Wednesday, September 28, 2016

ACTU Tax Submission finds cuts go to the wealthiest, costing taxpayers billions

27 September 2016

In a submission to the senate Standing Committee on Economics, the Australian Council of Trade Unions (ACTU) finds that there is no evidence that the Turnbull government’s proposed corporate tax cuts will generate job growth or improve the living standards of Australians to the level the government, or business groups are claiming.

Recent modelling from the Department of Treasury shows that cutting the company tax rate by one percentage point would serve mainly to benefit company profits, with an increase of only 0.1% to GDP and less than 1% in job growth over the next two decades.

The proposed corporate tax cuts will cost at least $50 billion (with some estimating the cost blowing out to $19.7 billion per annum in 2026-27), money that could be used to invest in health, education, training, innovation, research, transport, communication, infrastructure which are sorely under-funded under this government.

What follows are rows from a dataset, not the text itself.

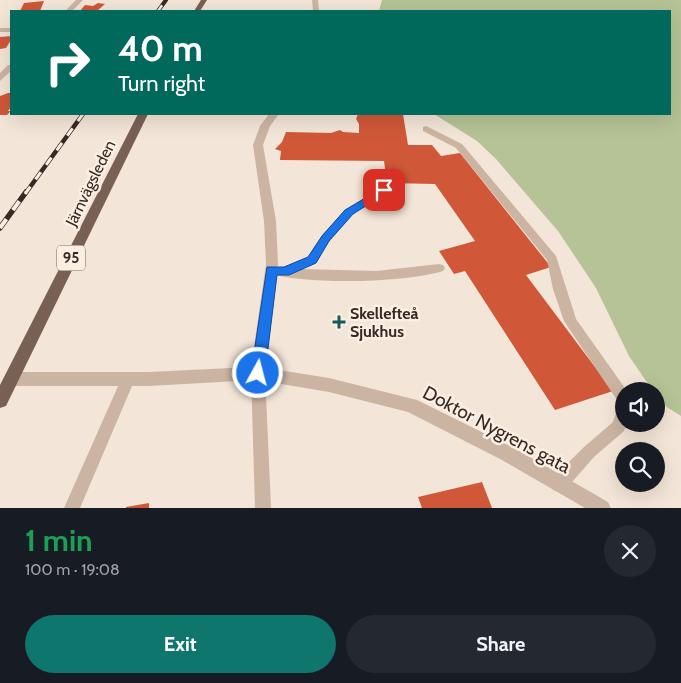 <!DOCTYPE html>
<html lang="en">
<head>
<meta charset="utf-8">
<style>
  body { margin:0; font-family:Cabin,sans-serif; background:#242831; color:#f1f3f6; height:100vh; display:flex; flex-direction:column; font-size:19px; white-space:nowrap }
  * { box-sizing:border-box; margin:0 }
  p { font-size:16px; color:#9ea1a6 }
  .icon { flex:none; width:28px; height:28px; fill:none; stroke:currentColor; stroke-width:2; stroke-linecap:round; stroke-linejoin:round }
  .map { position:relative; height:508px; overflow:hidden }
  .sheet { display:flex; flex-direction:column; background:#171b24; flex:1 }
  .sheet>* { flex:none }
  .guide { position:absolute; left:10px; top:10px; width:661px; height:105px; border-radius:0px; box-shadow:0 5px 20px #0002; background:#00695c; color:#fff; overflow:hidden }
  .controls { position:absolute; left:615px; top:382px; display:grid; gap:10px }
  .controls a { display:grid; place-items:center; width:50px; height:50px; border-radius:50%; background:#171b24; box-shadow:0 5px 20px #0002; font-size:25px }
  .pin { position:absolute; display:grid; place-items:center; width:42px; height:42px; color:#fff; margin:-21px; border-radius:10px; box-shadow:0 2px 8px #0006 }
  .me { position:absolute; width:55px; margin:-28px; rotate:7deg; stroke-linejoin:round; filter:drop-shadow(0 0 4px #0008) }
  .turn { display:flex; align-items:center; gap:18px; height:105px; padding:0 25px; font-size:22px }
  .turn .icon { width:65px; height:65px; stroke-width:2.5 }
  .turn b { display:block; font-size:35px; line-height:42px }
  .round { display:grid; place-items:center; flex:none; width:52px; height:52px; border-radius:26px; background:#242831 }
  .headline { display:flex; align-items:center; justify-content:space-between; height:85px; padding:0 25px }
  h1 { font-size:30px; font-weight:800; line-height:38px; color:#1e9e55 }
  .button { display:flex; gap:10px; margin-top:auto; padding:10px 25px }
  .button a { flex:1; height:58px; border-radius:30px; background:#0f766e; color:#fff; font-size:20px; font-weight:800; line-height:58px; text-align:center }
  .button a+a { background:#242831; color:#f1f3f6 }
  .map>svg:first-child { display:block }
  .green { fill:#b5c396 }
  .building { fill:#d05838 }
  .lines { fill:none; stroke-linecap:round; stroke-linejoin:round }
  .lane { fill:#ccb4a2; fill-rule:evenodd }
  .street { fill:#ccb4a2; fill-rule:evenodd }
  .primary { fill:#796055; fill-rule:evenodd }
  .rail-far2-casing { stroke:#362a25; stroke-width:4 }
  .rail-far1-casing { stroke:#362a25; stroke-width:4.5 }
  .rail-casing { stroke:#362a25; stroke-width:5.5 }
  .rail-far2 { stroke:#fbefe3; stroke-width:2.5; stroke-dasharray:7; stroke-linecap:butt }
  .rail-far1 { stroke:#fbefe3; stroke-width:3; stroke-dasharray:9; stroke-linecap:butt }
  .rail { stroke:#fbefe3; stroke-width:4; stroke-dasharray:11; stroke-linecap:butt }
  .route { fill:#1a73e8; stroke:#114b97 }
  .poi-dot { fill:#17585a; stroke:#fbefe3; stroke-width:2 }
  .labels { text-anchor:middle; stroke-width:5; stroke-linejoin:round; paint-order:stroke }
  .shield { fill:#fbefe3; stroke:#71655e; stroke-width:1 }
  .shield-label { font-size:15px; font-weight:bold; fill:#362a25 }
  .street-label { font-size:16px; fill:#362a25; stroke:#fbefe3 }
  .poi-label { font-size:16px; font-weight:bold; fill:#362a25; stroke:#fbefe3; text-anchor:start }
  .near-street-label { font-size:19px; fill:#362a25; stroke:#fbefe3 }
</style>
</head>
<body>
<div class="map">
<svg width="681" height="508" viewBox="0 0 681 508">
  <rect width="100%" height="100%" fill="#f3e5d7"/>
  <path class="green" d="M 382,0 L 681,0 L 681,416 C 672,409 656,404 656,391 L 653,391 L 629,356 L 596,288 L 558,231 L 496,159 L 477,141 L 434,114 L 670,114 L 670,11 L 379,11 Z"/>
  <path class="building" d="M 44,1 L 40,11 L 20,11 L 24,3 Z
    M 98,3 L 105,4 L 97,11 L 80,11 L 85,5 L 93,6 Z
    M 11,36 L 11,40 L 6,48 L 0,49 L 0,37 Z
    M 8,93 L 11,93 L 11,107 L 8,111 L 11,111 L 7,115 L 0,115 L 0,96 Z
    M 358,114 L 403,114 L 408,145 L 432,145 L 441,156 L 460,153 L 551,267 L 526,275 L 613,391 L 555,410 L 465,271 L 454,274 L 439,251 L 475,241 L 435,184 L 387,183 L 384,161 L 280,160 L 281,151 L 275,149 L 282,142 L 286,132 L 331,133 L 340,130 L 343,132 L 359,133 L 359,124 L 356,119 Z
    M 482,482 L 492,508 L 422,508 L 418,497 Z
    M 149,503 L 149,508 L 126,508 L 126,507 Z"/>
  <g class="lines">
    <path class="lane" d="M 0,28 L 11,28 L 11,32 L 0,32 Z
      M 426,126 L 462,144 L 556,256 L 576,319 L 627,391 L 624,391 L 624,424 L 627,424 L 624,431 L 594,457 L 565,490 L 559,492 L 553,490 L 551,484 L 553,478 L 584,447 L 613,422 L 619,403 L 564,321 L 553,289 L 547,260 L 456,148 L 423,131 L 423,127 Z
      M 384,187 L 388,188 L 389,190 L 388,192 L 353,214 L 330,241 L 316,263 L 302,269 L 376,271 L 439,264 L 443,265 L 445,268 L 443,271 C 405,283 305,285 267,273 L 265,270 L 267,267 L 284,267 L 308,257 L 322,235 L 345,210 Z
      M 258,367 L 263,369 L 265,373 L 271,508 L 255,508 L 251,373 L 253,369 Z
      M 128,373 L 133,375 L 135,379 L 80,508 L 64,508 L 123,375 Z"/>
    <path class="street" d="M 76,0 L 83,0 L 72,11 L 65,11 Z
      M 312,0 L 318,0 L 319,11 L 313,11 Z
      M 8,65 L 11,65 L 11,71 L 0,81 L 0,73 Z
      M 269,114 L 279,114 L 270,126 L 263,145 L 276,221 L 278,264 L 266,368 L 329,378 L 417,400 L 514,448 L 608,502 L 611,508 L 585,508 L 502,460 L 408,412 L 329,392 L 258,380 L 149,386 L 11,386 L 6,384 L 3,379 L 6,374 L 11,372 L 149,372 L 251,367 L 266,264 L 264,221 L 253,145 L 260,126 Z"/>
    <path class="primary" d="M 201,0 L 207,0 L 200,11 L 194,11 Z
      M 138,114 L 148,114 L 6,406 L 0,408 L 0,385 Z"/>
    <defs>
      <path id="rail-far2" d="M 158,11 L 166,0"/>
      <path id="rail-far1" d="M 25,194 L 83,114"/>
      <path id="rail" d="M 0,228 L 26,192"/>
    </defs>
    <use href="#rail-far2" class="rail-far2-casing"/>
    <use href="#rail-far1" class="rail-far1-casing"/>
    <use href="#rail" class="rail-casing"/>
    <use href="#rail-far2" class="rail-far2"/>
    <use href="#rail-far1" class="rail-far1"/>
    <use href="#rail" class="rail"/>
  </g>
  <path class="route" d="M 384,187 L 390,190 L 388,192 L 353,214 L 329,241 L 316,263 L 289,275 L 277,275 L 265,373 L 263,377 L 258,379 L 253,377 L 251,373 L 267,267 L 284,267 L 308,257 L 322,236 L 345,210 Z"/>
  <path class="poi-dot" d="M336.5 314.5h5v5h5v5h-5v5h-5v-5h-5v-5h5z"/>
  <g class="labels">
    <rect class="shield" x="57" y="245.5" width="28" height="25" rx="4"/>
    <g class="shield-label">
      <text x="71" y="263">95</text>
    </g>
    <g class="street-label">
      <text transform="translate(90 183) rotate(-64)" y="6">Järnvägsleden</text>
    </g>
    <g class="poi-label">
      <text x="350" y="319">Skellefteå<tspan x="350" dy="18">Sjukhus</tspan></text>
    </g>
    <g class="near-street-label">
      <text transform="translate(497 429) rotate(28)" y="7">Doktor Nygrens gata</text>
    </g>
  </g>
</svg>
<div class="controls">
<a><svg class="icon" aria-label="sound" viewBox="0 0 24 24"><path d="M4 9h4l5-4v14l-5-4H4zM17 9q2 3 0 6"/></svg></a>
<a><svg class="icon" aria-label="search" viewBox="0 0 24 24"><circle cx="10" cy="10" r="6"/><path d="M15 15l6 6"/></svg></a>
</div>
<div class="pin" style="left:384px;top:190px;background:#d93025"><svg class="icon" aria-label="arrive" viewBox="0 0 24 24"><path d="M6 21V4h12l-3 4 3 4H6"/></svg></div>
<svg class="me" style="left:258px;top:373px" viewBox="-20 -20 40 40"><circle r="17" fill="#1a73e8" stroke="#fff" stroke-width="3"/><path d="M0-11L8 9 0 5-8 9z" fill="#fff"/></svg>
<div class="guide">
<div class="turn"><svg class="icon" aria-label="right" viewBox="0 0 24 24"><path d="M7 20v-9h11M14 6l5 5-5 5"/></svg><div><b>40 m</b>Turn right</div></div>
</div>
</div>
<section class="sheet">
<div class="headline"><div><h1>1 min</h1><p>100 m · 19:08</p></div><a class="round"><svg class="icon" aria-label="close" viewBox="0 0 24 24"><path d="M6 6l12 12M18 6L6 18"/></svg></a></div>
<div class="button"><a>Exit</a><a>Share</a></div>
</section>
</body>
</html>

Seventy-five percent of the benefits of the proposed personal income tax cuts (estimated to cost around $9.6 billion over the forward estimates) go to the top 10% of income earners.  Half (47%) of the benefits go to the top 1% of income earners.

The tax proposals will do nothing to help ordinary people and will only benefit those for whom extra assistance will be barely noticeable.

The ACTU calls on the government to abandon these tax cuts and put the more than $50 billion to better use investing in the future prosperity of our economy and our society.